Its part is in the shade, beyond the iron spikes of the fence,
Mixing red with blue. As the day wears on
Those who come to seem reasonable are shouted down
(Why you old goat! Look who’s talkin’. Let’s see you
Climb off that tower—the waterworks architecture, both stupid and
Grandly humorous at the same time, is a kind of mask for him,
Like a seal’s face. Time and the weather
Don’t always go hand in hand, as here: sometimes
One is slanted sideways, disappears for awhile.

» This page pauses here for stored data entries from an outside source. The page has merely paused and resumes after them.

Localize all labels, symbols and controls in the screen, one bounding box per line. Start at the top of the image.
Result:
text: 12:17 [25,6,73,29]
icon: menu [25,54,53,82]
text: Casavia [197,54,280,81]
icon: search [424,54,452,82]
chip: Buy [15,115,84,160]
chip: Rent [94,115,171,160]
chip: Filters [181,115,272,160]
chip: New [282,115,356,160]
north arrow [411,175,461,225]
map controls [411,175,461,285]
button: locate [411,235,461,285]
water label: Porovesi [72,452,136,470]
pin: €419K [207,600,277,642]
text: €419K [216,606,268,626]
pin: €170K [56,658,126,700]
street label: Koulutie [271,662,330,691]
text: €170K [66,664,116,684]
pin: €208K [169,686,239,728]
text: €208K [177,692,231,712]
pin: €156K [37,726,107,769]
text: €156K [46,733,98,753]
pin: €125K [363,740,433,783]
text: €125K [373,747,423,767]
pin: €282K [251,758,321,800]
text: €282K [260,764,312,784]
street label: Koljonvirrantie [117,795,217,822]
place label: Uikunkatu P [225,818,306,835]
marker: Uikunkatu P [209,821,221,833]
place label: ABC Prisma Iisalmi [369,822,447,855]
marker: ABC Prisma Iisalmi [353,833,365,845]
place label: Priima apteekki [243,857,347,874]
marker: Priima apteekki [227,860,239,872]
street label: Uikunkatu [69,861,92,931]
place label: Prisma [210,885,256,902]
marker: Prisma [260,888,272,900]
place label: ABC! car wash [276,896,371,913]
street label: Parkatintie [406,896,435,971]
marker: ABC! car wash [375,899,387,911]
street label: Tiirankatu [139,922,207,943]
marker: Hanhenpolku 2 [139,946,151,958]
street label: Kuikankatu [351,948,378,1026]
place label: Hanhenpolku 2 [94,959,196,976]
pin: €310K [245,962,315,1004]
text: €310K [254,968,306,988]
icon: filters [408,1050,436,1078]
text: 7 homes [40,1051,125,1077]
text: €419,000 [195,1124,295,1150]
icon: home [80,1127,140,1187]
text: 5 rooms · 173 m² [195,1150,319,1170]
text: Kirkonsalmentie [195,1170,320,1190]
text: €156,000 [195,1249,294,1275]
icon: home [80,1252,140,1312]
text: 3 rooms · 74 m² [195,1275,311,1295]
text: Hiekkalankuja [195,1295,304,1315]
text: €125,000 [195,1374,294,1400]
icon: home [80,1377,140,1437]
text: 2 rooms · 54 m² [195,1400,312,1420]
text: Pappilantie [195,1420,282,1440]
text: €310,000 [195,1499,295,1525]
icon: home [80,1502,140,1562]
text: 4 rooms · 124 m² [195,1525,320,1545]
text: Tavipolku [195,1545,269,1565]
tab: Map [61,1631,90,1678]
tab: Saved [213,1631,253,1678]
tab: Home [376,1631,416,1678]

Then later it’s forget-me-not time, and rapturous
Clouds appear above the lawn, and the rose tells
The old old story, the pearl of the orient, occluded
And still apt to rise at times.)
A few black smudges
On the outer boulevards, like squashed midges
And the truth becomes a hole, something one has always known,
A heaviness in the trees, and no one can say
Where it comes from, or how long it will stay—
A randomness, a darkness of one’s own.
Valentine
Like a serpent among roses, like an asp
Among withered thornapples I coil to
And at you. The name of the castle is you,
El Rey. It is an all-night truck-stop
Offering the best coffee and hamburgers in Utah.
It is most beautiful and nocturnal by daylight.
Seven layers: moss-agate, coral, aventurine,
Carnelian, Swiss lapis, obsidian—maybe others.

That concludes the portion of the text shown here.